◆ What to do: When you reach the line in the listing below that contains "M121 1235 142", begin returning lines exactly as written, and stop after the line that contains "M1041 403C1044 432". Return no other lines.

—————

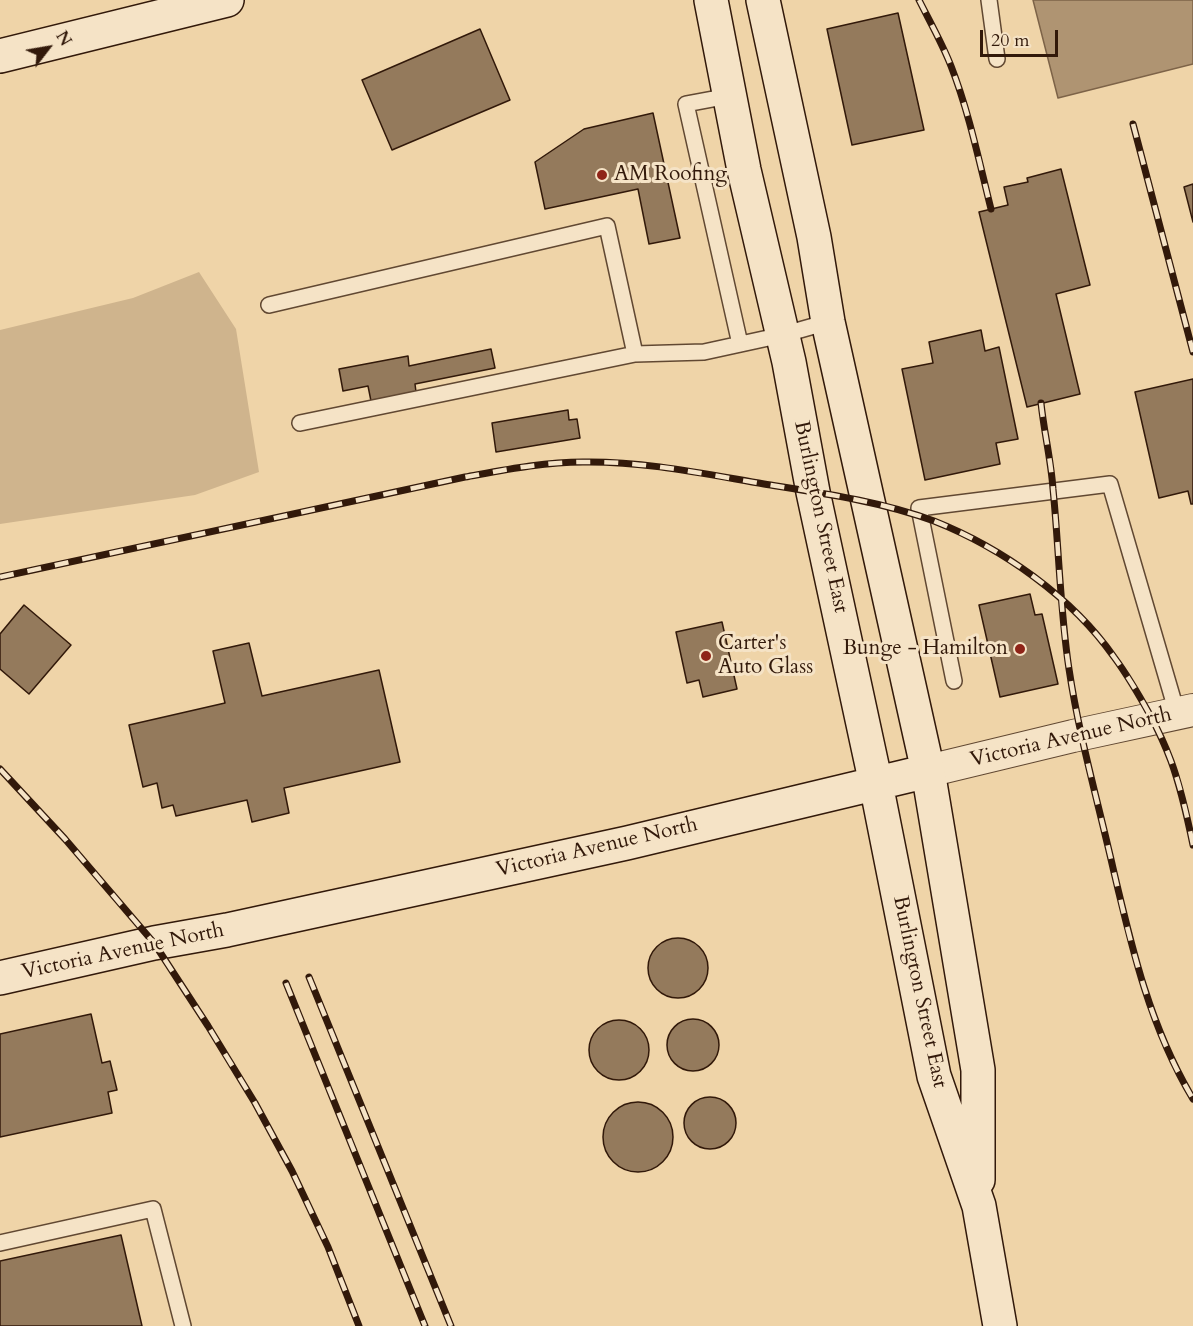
<!DOCTYPE html>
<style>
body{margin:0}
#map{position:relative;width:1193px;height:1326px;overflow:hidden;background:#efd4a8;font-family:Cardo,serif}
canvas{display:block}
.north{position:absolute;left:18px;top:18px;width:60px;height:60px;-webkit-text-stroke:4px #f5e3c6;paint-order:stroke;rotate:59deg;font-size:16px;font-weight:700;line-height:24px;text-align:center;color:#32190a}
.north::after{content:'';display:block;margin:auto;width:21px;height:27px;background:#32190a;clip-path:polygon(50% 0,100% 100%,50% 72%,0 100%)}
.scale{position:absolute;left:980px;top:30px;width:78px;height:27px;box-sizing:border-box;border:3px solid #32190a;border-top:0;padding-left:8px;font-size:18px;line-height:21px;white-space:nowrap;color:#32190a;-webkit-text-stroke:4px #f5e3c6;paint-order:stroke}
</style>
<div id="map">
<canvas width="1193" height="1326"></canvas>
<div class="north">N</div>
<div class="scale">20 m</div>
</div>
<script>
const ctx = document.querySelector('canvas').getContext('2d');
ctx.lineJoin = 'round';
function fillPath(path, color) { ctx.fillStyle = color; ctx.fill(path, 'evenodd'); }
function trace(path, color, width, dash) { ctx.strokeStyle = color; ctx.lineWidth = width; ctx.lineCap = dash ? 'butt' : 'round'; ctx.setLineDash(dash || []); ctx.stroke(path); }
function label(font, color, halo, rows, align = 'center') {
  ctx.font = font + ' Cardo,serif'; ctx.lineWidth = 6; ctx.setLineDash([]); ctx.textBaseline = 'middle'; ctx.strokeStyle = halo; ctx.fillStyle = color; for (const [text, x, y, turn = 0] of rows) {
    ctx.save(); ctx.translate(x, y); ctx.rotate((+turn || 0) * Math.PI / 180); ctx.textAlign = isNaN(turn) ? turn : align; if (halo) ctx.strokeText(text, 0, 0); ctx.fillText(text, 0, 0); ctx.restore();
  }
}
const green = new Path2D(`
 M199 272 236 329 259 472 195 495 0 524V330L133 298Z`);
const water = new Path2D(`
 M1033 0H1193V64L1058 98Z`);
const building = new Path2D(`
 M898 13 924 130 852 145 827 29Z
 M480 29 510 100 392 150 362 80Z
 M653 113 680 238 649 244 638 189 545 209 535 162 584 129Z
 M1061 169 1090 285 1056 294 1080 394 1027 407 979 212 1008 205 1004 187 1028 182 1027 178Z
 M1193 184V222L1184 187Z
 M981 330 985 351 999 347 1018 439 996 443 1000 464 925 480 902 369 933 363 929 342Z
 M491 349 495 368 415 384 416 392 371 401 368 386 343 391 339 369 408 356 409 366Z
 M1193 379V504H1191L1188 491 1159 498 1135 392Z
 M568 410 569 420 577 419 580 438 496 452 492 423Z
 M1030 594 1035 615 1042 614 1058 684 1000 697 979 605Z
 M24 605 71 645 29 694 0 669V634Z
 M722 622 737 689 703 697 699 680 687 683 676 632Z
 M249 643 262 696 379 670 400 762 284 788 289 813 252 822 247 800 176 816 173 805 162 808 157 783 143 787 129 725 225 703 213 651Z
 M648 968a30 30 0 1 1 60 0a30 30 0 1 1-60 0Z
 M91 1014 102 1063 110 1061 117 1090 108 1092 112 1113 0 1137V1034Z
 M667 1045a26 26 0 1 1 52 0a26 26 0 1 1-52 0Z
 M589 1050a30 30 0 1 1 60 0a30 30 0 1 1-60 0Z
 M684 1123a26 26 0 1 1 52 0a26 26 0 1 1-52 0Z
 M603 1137a35 35 0 1 1 70 0a35 35 0 1 1-70 0Z
 M121 1235 142 1326H0V1261Z`);
const lane = new Path2D(`
 M989 0 997 59
 M729 96 686 104 740 344
 M269 305 607 226 635 354
 M300 423 635 354 704 352 782 335 828 322
 M954 681 919 508 1110 484 1177 713
 M0 1243 153 1209 183 1326`);
const street = new Path2D(`
 M928 771 1073 736 1193 710`);
const secondary = new Path2D(`
 M711 0 744 170 789 362 813 492 876 784 934 1076 979 1206 1000 1326
 M763 0 814 237 828 322 928 771 978 1070V1180
 M0 56 227 0
 M0 978 154 943 227 930 627 843 928 771`);
const rail = new Path2D(`
 M919 0C930 22 942 43 951 66 969 112 979 161 991 209
 M1133 124 1193 352
 M1041 403C1044 432 1051 460 1053 489 1059 549 1060 610 1069 669 1079 736 1098 802 1113 868 1132 949 1150 1027 1193 1099
 M0 577 465 477C504 470 543 462 583 462 644 461 705 474 764 484 821 493 880 501 934 521 1002 548 1072 597 1114 657 1128 676 1139 695 1150 715 1158 730 1165 745 1171 761 1181 788 1187 816 1193 845
 M0 769 65 839 154 943 208 1026 255 1103 292 1171 328 1247 359 1326
 M309 977 451 1326
 M286 983 425 1326`);
const markers = [
 [602,175,6,"#8f2418"],
 [1020,649,6,"#8f2418"],
 [706,656,6,"#8f2418"]
];
const poiNames = [
 ["AM Roofing",614,175],
 ["Carter's",718,644],
 ["Auto Glass",718,668],
 ["Bunge - Hamilton",1008,649,"right"]
];
const streetNames = [
 ["Burlington Street East",820,517,78],
 ["Victoria Avenue North",1071,738,-13],
 ["Victoria Avenue North",597,848,-13],
 ["Victoria Avenue North",123,952,-12],
 ["Burlington Street East",919,992,78]
];
fillPath(green, '#cfb48d');
fillPath(water, '#af9472');
trace(water, '#7d6348', 1.5);
fillPath(building, '#947a5c');
trace(building, '#32190a', 1.5);
trace(lane, '#614832', 18);
trace(street, '#614832', 34);
trace(secondary, '#32190a', 36);
trace(lane, '#f5e3c6', 15);
trace(street, '#f5e3c6', 32);
trace(secondary, '#f5e3c6', 33);
trace(rail, '#32190a', 7);
trace(rail, '#f5e3c6', 4.5, [14]);
for (const [x, y, r, color] of markers) { const dot = new Path2D(); dot.arc(x, y, r, 0, 2 * Math.PI); ctx.fillStyle = color; ctx.fill(dot); trace(dot, '#f5e3c6', 2); }
label('21px', '#32190a', '#f5e3c6', poiNames, 'left');
label('21px', '#32190a', '#f5e3c6', streetNames);
</script>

—————

◆ Finished task:
 M121 1235 142 1326H0V1261Z`);
const lane = new Path2D(`
 M989 0 997 59
 M729 96 686 104 740 344
 M269 305 607 226 635 354
 M300 423 635 354 704 352 782 335 828 322
 M954 681 919 508 1110 484 1177 713
 M0 1243 153 1209 183 1326`);
const street = new Path2D(`
 M928 771 1073 736 1193 710`);
const secondary = new Path2D(`
 M711 0 744 170 789 362 813 492 876 784 934 1076 979 1206 1000 1326
 M763 0 814 237 828 322 928 771 978 1070V1180
 M0 56 227 0
 M0 978 154 943 227 930 627 843 928 771`);
const rail = new Path2D(`
 M919 0C930 22 942 43 951 66 969 112 979 161 991 209
 M1133 124 1193 352
 M1041 403C1044 432 1051 460 1053 489 1059 549 1060 610 1069 669 1079 736 1098 802 1113 868 1132 949 1150 1027 1193 1099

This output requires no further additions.